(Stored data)
──────────
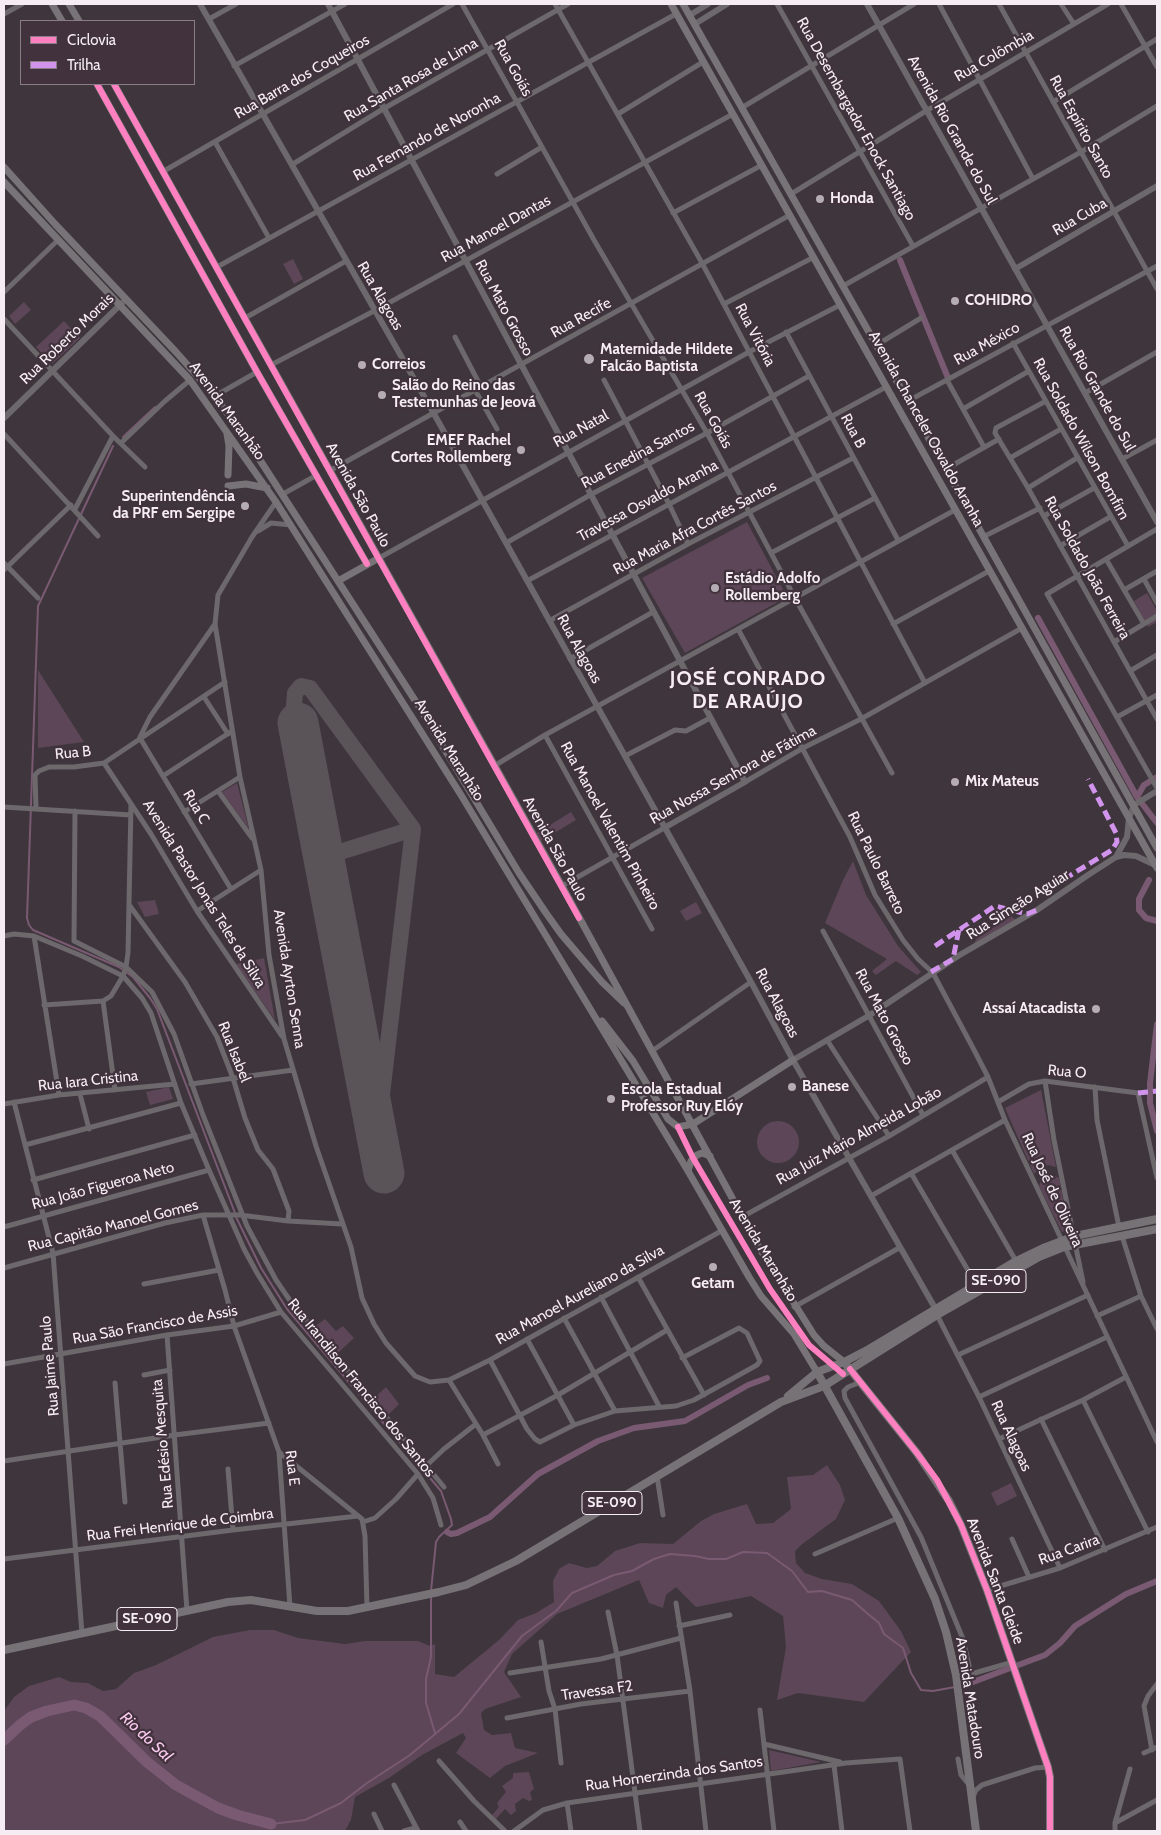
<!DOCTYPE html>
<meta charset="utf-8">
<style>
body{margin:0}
#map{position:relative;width:1161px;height:1835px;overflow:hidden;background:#3e363c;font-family:Cabin,sans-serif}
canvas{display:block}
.frame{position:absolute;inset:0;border:5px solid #f6edf4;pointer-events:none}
.legend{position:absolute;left:20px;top:20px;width:175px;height:65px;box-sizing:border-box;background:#41323d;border:1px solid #897d86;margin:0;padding:6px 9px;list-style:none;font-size:15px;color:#f6edf4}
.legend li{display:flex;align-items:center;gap:10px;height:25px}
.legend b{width:25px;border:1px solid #897d86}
</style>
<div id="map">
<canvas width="1161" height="1835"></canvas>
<div class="frame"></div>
<ul class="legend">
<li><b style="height:6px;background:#ff80c0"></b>Ciclovia</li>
<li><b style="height:6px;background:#d193ec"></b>Trilha</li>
</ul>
</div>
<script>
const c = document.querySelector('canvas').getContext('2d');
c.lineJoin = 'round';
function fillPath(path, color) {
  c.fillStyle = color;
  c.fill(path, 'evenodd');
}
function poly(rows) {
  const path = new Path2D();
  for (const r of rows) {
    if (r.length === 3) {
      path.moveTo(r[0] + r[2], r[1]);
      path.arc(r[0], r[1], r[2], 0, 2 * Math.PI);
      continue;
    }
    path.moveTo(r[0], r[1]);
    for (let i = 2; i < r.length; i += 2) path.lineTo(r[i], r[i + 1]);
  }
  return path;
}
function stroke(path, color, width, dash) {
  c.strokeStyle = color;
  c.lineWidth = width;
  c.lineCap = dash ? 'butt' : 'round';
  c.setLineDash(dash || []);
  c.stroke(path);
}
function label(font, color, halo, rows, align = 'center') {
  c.font = font + ' Cabin,sans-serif';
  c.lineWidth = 4.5;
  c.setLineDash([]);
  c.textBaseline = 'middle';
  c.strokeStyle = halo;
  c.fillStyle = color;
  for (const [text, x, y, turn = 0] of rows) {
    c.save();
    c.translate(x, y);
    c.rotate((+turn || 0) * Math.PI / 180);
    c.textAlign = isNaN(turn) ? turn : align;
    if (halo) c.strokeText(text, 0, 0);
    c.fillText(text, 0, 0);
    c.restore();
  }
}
fillPath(poly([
 [293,259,303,279,294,284,283,264],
 [24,302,31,310,15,324,9,316],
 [64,321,80,338,52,364,36,347],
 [747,522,787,597,685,653,642,578],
 [1147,593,1157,611,1157,622,1148,627,1134,601],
 [38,670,84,742,38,748],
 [237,783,249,829,222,792],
 [571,812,576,820,541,841,537,833],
 [853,861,866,895,898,946,921,972,917,975,896,961,876,975,872,971,887,959,825,923,843,880],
 [155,900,159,914,145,917,137,902],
 [696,902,702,913,686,921,680,911],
 [1011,916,1016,920,973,945,977,938],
 [264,958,275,1020,236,964],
 [169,1087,173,1099,150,1105,146,1092],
 [1041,1090,1056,1167,1048,1165,1040,1168,1034,1174,1005,1108],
 [778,1142,21],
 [1051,1174,1059,1178,1069,1230,1062,1232,1039,1186,1042,1178],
 [325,1319,336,1331,343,1326,354,1338,338,1353,314,1327],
 [386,1387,399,1404,388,1415,374,1398],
 [827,1465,840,1485,845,1500,836,1519,801,1545,795,1551,796,1563,805,1573,822,1579,852,1584,879,1601,901,1631,911,1652,864,1702,798,1693,777,1700,786,1647,783,1616,751,1596,696,1607,676,1587,666,1595,663,1608,649,1603,639,1580,557,1614,512,1654,504,1672,521,1697,485,1709,481,1713,484,1730,492,1735,511,1733,515,1748,538,1753,505,1766,490,1778,456,1753,466,1738,463,1733,422,1755,389,1778,355,1797,351,1820,345,1831,4,1831,4,1711,14,1697,29,1686,59,1677,71,1682,88,1683,103,1691,116,1689,134,1673,156,1665,213,1637,250,1630,274,1630,298,1638,345,1644,365,1641,418,1641,430,1646,435,1644,435,1674,454,1677,499,1640,518,1620,536,1613,554,1602,553,1581,559,1569,569,1563,587,1568,597,1566,615,1551,640,1543,673,1544,701,1521,714,1514,747,1504,756,1524,773,1523,791,1509,787,1477,813,1475],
 [1011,1483,1017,1496,997,1506,991,1493],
 [769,1750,821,1762,771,1771],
 [529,1772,534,1789,530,1792,532,1800,529,1801,523,1798,515,1804,516,1811,511,1815,505,1809,496,1819,492,1815,499,1807,497,1803,506,1792,502,1786,513,1778,513,1773]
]), '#5c4657');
stroke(poly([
 [123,437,155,407],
 [113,446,38,606,27,918,29,925,33,930,119,967,133,977,150,998,157,1009,235,1213],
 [236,1217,261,1268,287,1309,441,1491,451,1519,452,1525,439,1537,436,1542,431,1591],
 [431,1596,431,1657,426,1679,426,1703,435,1733],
 [271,1824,305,1820,341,1803,367,1783,410,1755,459,1714,522,1636,556,1611,572,1593,614,1575,632,1571,654,1559,670,1554,695,1556,709,1559,726,1559,743,1552,767,1553,792,1571,808,1592,822,1591,852,1600,868,1614,879,1623,884,1634,903,1648,911,1673,921,1690,933,1691,955,1687]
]), '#7a5a73', 2);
stroke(poly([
 [900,260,948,378],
 [1038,618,1137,797,1157,823],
 [1137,797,1144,785,1157,777],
 [1149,880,1139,899,1139,910,1146,918,1157,921],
 [1157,1024,1150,1083,1150,1103,1157,1131],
 [447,1532,451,1534,457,1533,490,1517,538,1474,598,1441,634,1428,685,1421,748,1385,767,1378],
 [965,1685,1045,1655,1060,1643,1075,1626,1126,1594,1157,1581]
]), '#7a5a73', 6);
stroke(poly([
 [4,1740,20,1725,31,1717,47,1711,74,1705,86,1708,100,1716,147,1762,176,1785,218,1808,237,1815,271,1824]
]), '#7a5a73', 11);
stroke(poly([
 [298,723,294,705,295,693,301,686,310,688,413,829,377,1137],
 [324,857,413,829]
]), '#5a5458', 16);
stroke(poly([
 [298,723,384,1173]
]), '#5a5458', 41);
stroke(poly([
 [462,4,594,240,707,433,795,598,892,773],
 [555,4,702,263,925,683],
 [777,4,913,246],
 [939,4,1033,179],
 [999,4,1157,289],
 [1061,4,1074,24],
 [1121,4,1157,67],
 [4,14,22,4],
 [209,19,236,4],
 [234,66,345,4],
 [1053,102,1157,39],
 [743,107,914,4],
 [618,114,703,62],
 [215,142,269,238],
 [293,164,383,109,568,4],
 [164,171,453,4],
 [497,174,542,147],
 [791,194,926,111,1108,4],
 [673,213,762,165],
 [217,267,676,14],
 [843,286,1081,152,1157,106],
 [4,292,58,240],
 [724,304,814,257],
 [245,318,346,261],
 [4,319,113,436,145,467],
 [786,332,898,540],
 [455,337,481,387],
 [1013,343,1128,546],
 [875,346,921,318],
 [271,365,374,311,733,114],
 [604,380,669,504,688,544],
 [947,380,984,447],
 [475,390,497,429],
 [1085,393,1157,352],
 [215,396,257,372],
 [908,401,1157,266],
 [1046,401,996,428,995,433,1028,488,1157,719],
 [963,409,1029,371],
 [4,434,98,536],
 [121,443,165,401,190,380],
 [1010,458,1061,429],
 [1122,459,1157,440],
 [946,469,999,439],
 [331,470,790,215],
 [1028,488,1077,458],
 [283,494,317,475],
 [276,502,252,537,218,595,215,624,240,777,261,870,269,955,284,1039,316,1146,351,1247,362,1298,374,1324,386,1343,415,1376,430,1382,449,1380,490,1360,723,1230],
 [75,509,113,436],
 [1044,516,1094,488],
 [1157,529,1047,594,1157,788],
 [258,531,271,523,291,525],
 [983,537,1040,508],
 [506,543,590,495,707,433,809,376],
 [1060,546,1110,517],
 [771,553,875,498],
 [379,558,749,352,840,305],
 [1106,559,1144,624],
 [4,563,38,598],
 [4,570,71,505],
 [1144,579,1157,603],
 [527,581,886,387],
 [1124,590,1157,571],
 [549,621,688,544,853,458],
 [893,624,989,571],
 [738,629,850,837,875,895,903,940,918,959,933,973,973,1048,988,1077,1005,1120,1157,1442],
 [1114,642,1157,616],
 [570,659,653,612],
 [1130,671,1157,655],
 [204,697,228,734],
 [1117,717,1157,695],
 [545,735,652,929],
 [140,737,150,717,215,624],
 [140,738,231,889],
 [625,756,675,730,686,731,710,718],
 [104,763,151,834,197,911,282,1036],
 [494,766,545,735,955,510],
 [163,776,232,731],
 [745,782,803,748,861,719,1022,628],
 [218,791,252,838],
 [4,807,131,815],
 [36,808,35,775,39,771,49,767,74,767,104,763,225,682],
 [75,811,74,941,126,967,152,992,174,1034,203,1115,247,1226,276,1280,291,1302,444,1487],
 [184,812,240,777],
 [562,886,664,828],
 [130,906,185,982,217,1037,233,1078,245,1118,258,1150,273,1169,289,1211,288,1221],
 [197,911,261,870],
 [823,931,923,1115],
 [4,936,14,934,34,936,82,956,123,976,142,998,151,1013,181,1103,209,1170,244,1249,257,1273,281,1312,418,1474,433,1498,441,1525],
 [34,936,59,1095],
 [103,1001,115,1090],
 [44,1005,103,1001,111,996,123,976,126,967,128,953,131,804],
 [827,1040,889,1136],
 [652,1051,751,982],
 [1045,1081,1054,1140,1083,1282],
 [191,1084,293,1070],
 [1095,1087,1097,1120,1119,1227],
 [80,1094,89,1129],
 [14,1102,53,1253,82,1634],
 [998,1102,1029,1084,1045,1081,1138,1093,1157,1178],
 [4,1104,59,1095,175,1084],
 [25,1145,181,1103],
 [952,1150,1016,1261],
 [911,1173,976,1284],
 [33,1180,195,1135],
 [871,1196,1005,1120],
 [203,1215,225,1290,234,1326,279,1452,290,1607],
 [742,1217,889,1136,988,1077],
 [4,1227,209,1170],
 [1122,1236,1141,1296,1157,1329],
 [4,1268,165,1223,203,1215,240,1215,288,1221,342,1224],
 [638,1277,704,1395],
 [144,1284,219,1270],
 [601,1297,659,1406],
 [794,1307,899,1248],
 [937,1315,979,1397,1060,1568],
 [1097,1316,1141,1296],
 [564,1318,615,1411],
 [167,1335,187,1611],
 [527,1339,574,1425],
 [958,1355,1088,1295],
 [490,1360,527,1429,535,1439,540,1442,574,1425,615,1411,676,1406,694,1400,757,1365,760,1361,747,1333,739,1328,682,1358],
 [4,1364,167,1335,234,1326,281,1312],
 [144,1375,170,1370],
 [449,1380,483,1435,498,1464],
 [861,1382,848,1387,844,1391,845,1398,921,1537,963,1639,971,1674,1013,1662],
 [115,1383,125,1502],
 [979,1397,1107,1337],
 [1083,1400,1148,1532],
 [1041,1419,1105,1550],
 [483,1435,558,1395,667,1330],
 [999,1439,1083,1400,1126,1377],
 [279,1452,362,1519,365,1536,367,1608],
 [4,1461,175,1435,269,1423],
 [426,1466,444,1449,476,1424],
 [228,1469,233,1530],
 [657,1476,663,1515],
 [363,1522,375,1518,396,1499,418,1474],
 [1012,1539,1029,1577],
 [815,1554,898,1518],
 [4,1559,233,1530,358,1516],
 [987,1590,1060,1568,1157,1527],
 [676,1603,690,1691,706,1831],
 [608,1612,617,1655,640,1831],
 [679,1626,730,1615],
 [541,1642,549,1691,555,1709,561,1763],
 [510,1673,601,1659,681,1638],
 [760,1710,774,1831],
 [507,1718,581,1704,690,1691],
 [764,1744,840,1762],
 [1152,1750,1144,1706,1148,1696,1157,1684],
 [1144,1753,1157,1747],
 [958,1759,961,1775,970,1786],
 [439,1761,474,1801,505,1831],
 [834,1765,842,1831],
 [394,1785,418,1831],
 [973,1797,976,1790,982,1785,1035,1768,1048,1767],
 [567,1803,571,1831],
 [374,1814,382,1831],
 [460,1822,466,1831],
 [1115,1823,1157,1800],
 [404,1831,415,1828],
 [514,1831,543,1810,567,1803,846,1763,900,1759,910,1831],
 [1115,1831,1115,1823,1130,1769]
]), '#6c686b', 5);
stroke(poly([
 [200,4,433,412,751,982,793,1060,935,1308],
 [328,4,745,782,664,828],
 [867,4,1157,522],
 [690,15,708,4],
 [695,24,727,4],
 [1015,269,1157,186],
 [4,418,123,302],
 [1116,857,1127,837,1129,818,1134,805,1157,791],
 [793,1060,870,1015,958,956,1037,910,1088,875,1116,857,1124,855,1136,856,1155,865]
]), '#6c686b', 6);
stroke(poly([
 [52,4,62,21],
 [69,4,79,21],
 [671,4,1157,868],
 [683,4,908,401,1157,848],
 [97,84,257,372,367,564],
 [114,84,562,886,760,1249,814,1335,824,1346,844,1362],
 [4,167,55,224,176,352,215,396,258,457,418,705,519,873,546,913,561,934,602,982,624,1003],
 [4,182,190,380,276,502,461,795,688,1171,749,1277,761,1296,794,1334,817,1372],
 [227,434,229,446,228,475],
 [228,486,246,484,267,488],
 [338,581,379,558],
 [602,1021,633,1061,668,1119,678,1127,693,1124,793,1060],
 [688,1171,691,1161,697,1155,702,1153,710,1156]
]), '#777376', 7);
stroke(poly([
 [844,1362,917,1453,949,1501,961,1525,987,1590,1048,1767,1050,1777,1050,1831],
 [817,1372,898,1518,935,1599,946,1632,956,1675,976,1831],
 [788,1396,817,1372,844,1362,869,1349,1016,1261,1043,1248,1075,1236,1157,1219],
 [4,1650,228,1602,251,1600,317,1611,348,1611,439,1592,466,1585,516,1561,781,1402,824,1386,937,1315,1039,1257,1064,1247,1157,1229]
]), '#767275', 8);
stroke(poly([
 [1051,887,1112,850,1117,842,1116,833,1088,779],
 [935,946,995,906,1027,914,1037,910],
 [931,972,953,959,959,929],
 [1138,1093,1157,1091]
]), '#d193ec', 5, [10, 5]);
stroke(poly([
 [97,84,257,372,367,564],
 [114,84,579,918],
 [678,1127,693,1158,770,1289,809,1345,843,1374],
 [850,1369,917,1453,937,1480,961,1525,987,1590,1048,1767,1050,1777,1050,1831]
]), '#ff80c0', 6);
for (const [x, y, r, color] of [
 [820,199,5,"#b6adb4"],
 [955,301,5,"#b6adb4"],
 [589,359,6,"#b6adb4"],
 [362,365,5,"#b6adb4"],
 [382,395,5,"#b6adb4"],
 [521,450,5,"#b6adb4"],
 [245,506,5,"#b6adb4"],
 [715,588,5,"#b6adb4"],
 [955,782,5,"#b6adb4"],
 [1096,1009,5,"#b6adb4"],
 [792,1087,5,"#b6adb4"],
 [611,1099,5,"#b6adb4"],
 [713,1267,5,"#b6adb4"]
]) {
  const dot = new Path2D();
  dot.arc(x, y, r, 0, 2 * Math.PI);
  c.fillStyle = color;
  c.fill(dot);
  stroke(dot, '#41323d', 2);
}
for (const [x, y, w] of [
 [996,1281,60],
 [612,1503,60],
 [147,1619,60]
]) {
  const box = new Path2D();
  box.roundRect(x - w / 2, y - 11.5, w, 23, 4);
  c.fillStyle = '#41323d';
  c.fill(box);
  stroke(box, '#f6edf4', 1);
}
label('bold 14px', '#f6edf4', null, [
 ["SE-090",996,1281],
 ["SE-090",612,1503],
 ["SE-090",147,1619]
]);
label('15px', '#f6edf4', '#41323d', [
 ["Rua Colômbia",994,56,-30],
 ["Rua Goiás",513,68,61],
 ["Rua Barra dos Coqueiros",302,77,-30],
 ["Rua Santa Rosa de Lima",411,80,-30],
 ["Rua Desembargador Enock Santiago",856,119,61],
 ["Rua Espírito Santo",1081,127,61],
 ["Avenida Rio Grande do Sul",952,130,61],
 ["Rua Fernando de Noronha",427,137,-29],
 ["Rua Cuba",1080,217,-30],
 ["Rua Manoel Dantas",496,229,-29],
 ["Rua Alagoas",380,296,60],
 ["Rua Mato Grosso",504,308,62],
 ["Rua Recife",581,318,-29],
 ["Rua Vitória",755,335,62],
 ["Rua Roberto Morais",67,339,-44],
 ["Rua México",987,344,-29],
 ["Rua Rio Grande do Sul",1097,389,61],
 ["Avenida Maranhão",227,411,54],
 ["Rua Goiás",713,420,61],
 ["Rua Natal",581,429,-29],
 ["Avenida Chanceler Osvaldo Aranha",926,429,61],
 ["Rua B",853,431,62],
 ["Rua Soldado Wilson Bomfim",1081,439,61],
 ["Rua Enedina Santos",638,455,-28],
 ["Avenida São Paulo",358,495,61],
 ["Travessa Osvaldo Aranha",648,501,-28],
 ["Rua Maria Afra Cortês Santos",695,528,-28],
 ["Rua Soldado João Ferreira",1087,568,61],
 ["Rua Alagoas",579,649,61],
 ["Avenida Maranhão",449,750,58],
 ["Rua B",73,753,-5],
 ["Rua Nossa Senhora de Fátima",733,775,-29],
 ["Rua C",196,807,59],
 ["Rua Manoel Valentim Pinheiro",610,826,61],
 ["Avenida São Paulo",555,849,61],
 ["Rua Paulo Barreto",876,863,64],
 ["Avenida Pastor Jonas Teles da Silva",204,894,58],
 ["Rua Simeão Aguiar",1018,905,-32],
 ["Avenida Ayrton Senna",289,979,81],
 ["Rua Alagoas",777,1003,62],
 ["Rua Mato Grosso",884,1017,62],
 ["Rua Isabel",234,1052,68],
 ["Rua O",1067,1072,5],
 ["Rua Iara Cristina",88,1081,-6],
 ["Rua Juiz Mário Almeida Lobão",859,1136,-29],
 ["Rua João Figueroa Neto",103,1186,-15],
 ["Rua José de Oliveira",1052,1190,65],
 ["Rua Capitão Manoel Gomes",113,1226,-14],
 ["Avenida Maranhão",763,1250,59],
 ["Rua Manoel Aureliano da Silva",580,1295,-29],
 ["Rua São Francisco de Assis",155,1325,-10],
 ["Rua Jaime Paulo",50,1366,-95],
 ["Rua Irandilson Francisco dos Santos",361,1388,51],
 ["Rua Alagoas",1011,1436,65],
 ["Rua Edésio Mesquita",163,1444,-95],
 ["Rua E",292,1468,83],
 ["Rua Frei Henrique de Coimbra",180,1525,-7],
 ["Rua Carira",1069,1550,-20],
 ["Avenida Santa Gleide",995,1581,69],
 ["Travessa F2",597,1691,-8],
 ["Avenida Matadouro",970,1698,81],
 ["Rua Homerzinda dos Santos",674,1774,-8]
]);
label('bold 15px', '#f6edf4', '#41323d', [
 ["Honda",830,199],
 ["COHIDRO",965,301],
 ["Maternidade Hildete",600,350],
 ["Falcão Baptista",600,367],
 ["Correios",372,365],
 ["Salão do Reino das",392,386],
 ["Testemunhas de Jeová",392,403],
 ["EMEF Rachel",511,441,"right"],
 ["Cortes Rollemberg",511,458,"right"],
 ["Superintendência",235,497,"right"],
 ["da PRF em Sergipe",235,514,"right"],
 ["Estádio Adolfo",725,579],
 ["Rollemberg",725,596],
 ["Mix Mateus",965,782],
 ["Assaí Atacadista",1086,1009,"right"],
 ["Banese",802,1087],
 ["Escola Estadual",621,1090],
 ["Professor Ruy Elóy",621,1107],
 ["Getam",713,1284,"center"]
], 'left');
label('italic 16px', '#fbcbef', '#41323d', [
 ["Rio do Sal",146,1737,43]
]);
c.letterSpacing = '1px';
label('bold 20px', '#f6edf4', '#41323d', [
 ["JOSÉ CONRADO",748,679],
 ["DE ARAÚJO",748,702]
]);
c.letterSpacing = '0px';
</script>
──────────
[EXERCISE BRIEF]
Among the lines of the preceding data, which ones hold the word "moveTo"? List them.

[ANSWER BOX]
      path.moveTo(r[0] + r[2], r[1]);
    path.moveTo(r[0], r[1]);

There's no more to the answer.